Certain other epidemiologic data have a bearing on this subject. There are, in the United States, 250,000 to 350,000 cases of physician-diagnosed MS (Anderson et al). Also, a study from the National Center for Health Statistics has determined that trauma sufficiently severe to be recalled at a periodic health examination occurs in one-third of the population of the United States (some 83 million persons) each year. Moreover, MS patients suffer physical injuries two or three times more often than normal persons (Sibley et al). In light of these data, it is perhaps not surprising that a traumatic event and an exacerbation should sometimes coincide, quite by chance.
Issues related to MS and pregnancy are addressed in a later section.
Several variants of MS present special problems that are addressed in this and in later section.

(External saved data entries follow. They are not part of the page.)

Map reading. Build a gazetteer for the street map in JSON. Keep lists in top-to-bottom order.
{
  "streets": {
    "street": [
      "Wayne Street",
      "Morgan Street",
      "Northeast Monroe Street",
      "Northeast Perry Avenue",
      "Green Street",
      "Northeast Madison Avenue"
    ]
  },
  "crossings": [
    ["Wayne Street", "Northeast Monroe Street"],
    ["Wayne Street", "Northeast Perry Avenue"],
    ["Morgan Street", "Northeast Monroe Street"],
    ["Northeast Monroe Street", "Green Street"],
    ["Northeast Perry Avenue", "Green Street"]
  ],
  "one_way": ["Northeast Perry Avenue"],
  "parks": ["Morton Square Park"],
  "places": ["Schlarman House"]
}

Rarely, MS takes a rapidly progressive and highly malignant form; Marburg’s name has been attached to this variant. A combination of cerebral, brainstem, and spinal manifestations evolves over a few weeks, rendering the patient stuporous, comatose, or decerebrate with prominent cranial nerve and corticospinal abnormalities. Death may end the illness within a few weeks to months without any remission having occurred, or there may be partial recovery, as noted below. At autopsy the lesions are of macroscopic dimensions, in essence very large acute plaques of MS. The only difference from the usual form of MS is that many plaques are of the same age and the confluence of many perivenous zones of demyelination is more obvious. Two of our most striking examples of this rapidly fatal form were in a 6-year-old girl and a 16-year-old boy, both of whom died within 5 weeks of the onset of symptoms. Another was a 30-year-old man who lived 2 months. In none of them had there been a preceding exanthem or inoculation or any symptoms suggestive of demyelinating disease. Usually the CSF shows a cellular response but no oligoclonal bands. Some have made an astonishing recovery after several months, and a few have then remained well for 25 to 30 years. Others have relapsed, and the subsequent clinical course was typical of MS.
Among these cases are occurrences of large acute plaques with associated mass effect and enhancement that simulate a tumor on imaging (tumefactive MS, as described in the series by Kepes and shown in Fig. 36-2). The tumefactive lesion also occurs independently in cases of new or established disease that evolve in a manner that is more consistent with typical MS.